- [EXERCISE DIRECTIONS] Leaving the pictures aside, repeat every line below exactly.

----- GIVEN DATA -----

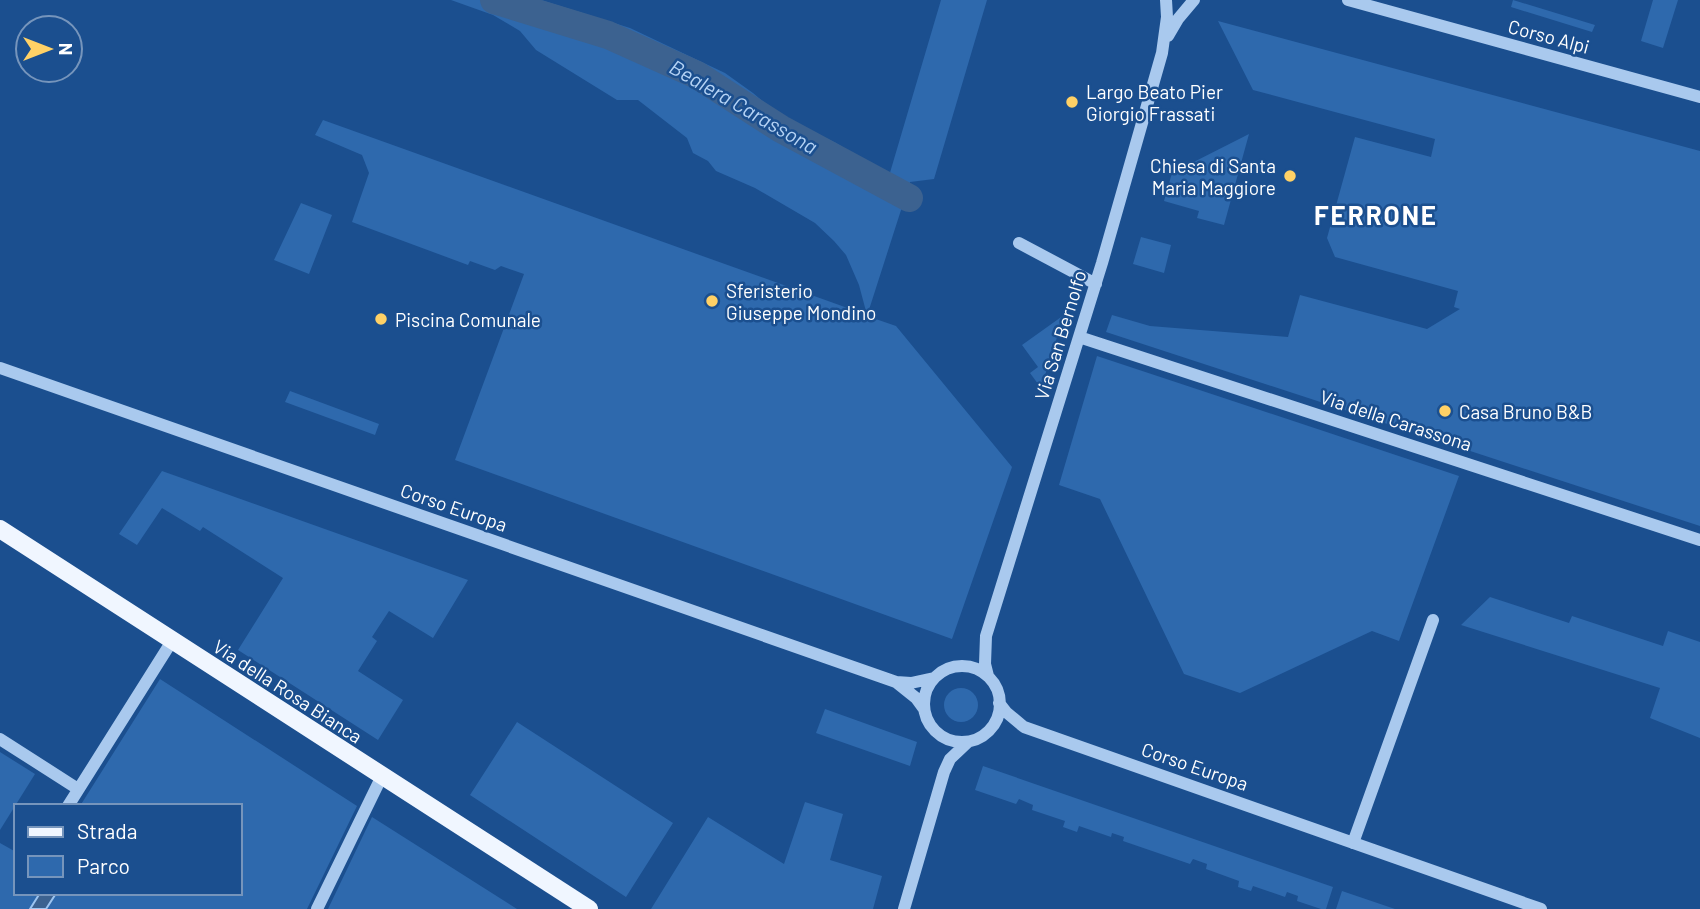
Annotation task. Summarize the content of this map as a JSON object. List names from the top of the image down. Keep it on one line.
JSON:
{"streets":{"main road":["Via della Rosa Bianca"],"street":["Corso Alpi","Via San Bernolfo","Via della Carassona","Corso Europa"]},"crossings":[["Via San Bernolfo","Via della Carassona"],["Via San Bernolfo","Corso Europa"]],"districts":["FERRONE"],"water":["Bealera Carassona"],"places":["Largo Beato Pier Giorgio Frassati","Chiesa di Santa Maria Maggiore","Sferisterio Giuseppe Mondino","Piscina Comunale","Casa Bruno B&B"],"legend":["Strada","Parco"],"north":"right"}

-----

- [RESULT OF THE EXERCISE]
Annotation task. Summarize the content of this map as a JSON object. List names from the top of the image down. Keep it on one line.
JSON:
{"streets":{"main road":["Via della Rosa Bianca"],"street":["Corso Alpi","Via San Bernolfo","Via della Carassona","Corso Europa"]},"crossings":[["Via San Bernolfo","Via della Carassona"],["Via San Bernolfo","Corso Europa"]],"districts":["FERRONE"],"water":["Bealera Carassona"],"places":["Largo Beato Pier Giorgio Frassati","Chiesa di Santa Maria Maggiore","Sferisterio Giuseppe Mondino","Piscina Comunale","Casa Bruno B&B"],"legend":["Strada","Parco"],"north":"right"}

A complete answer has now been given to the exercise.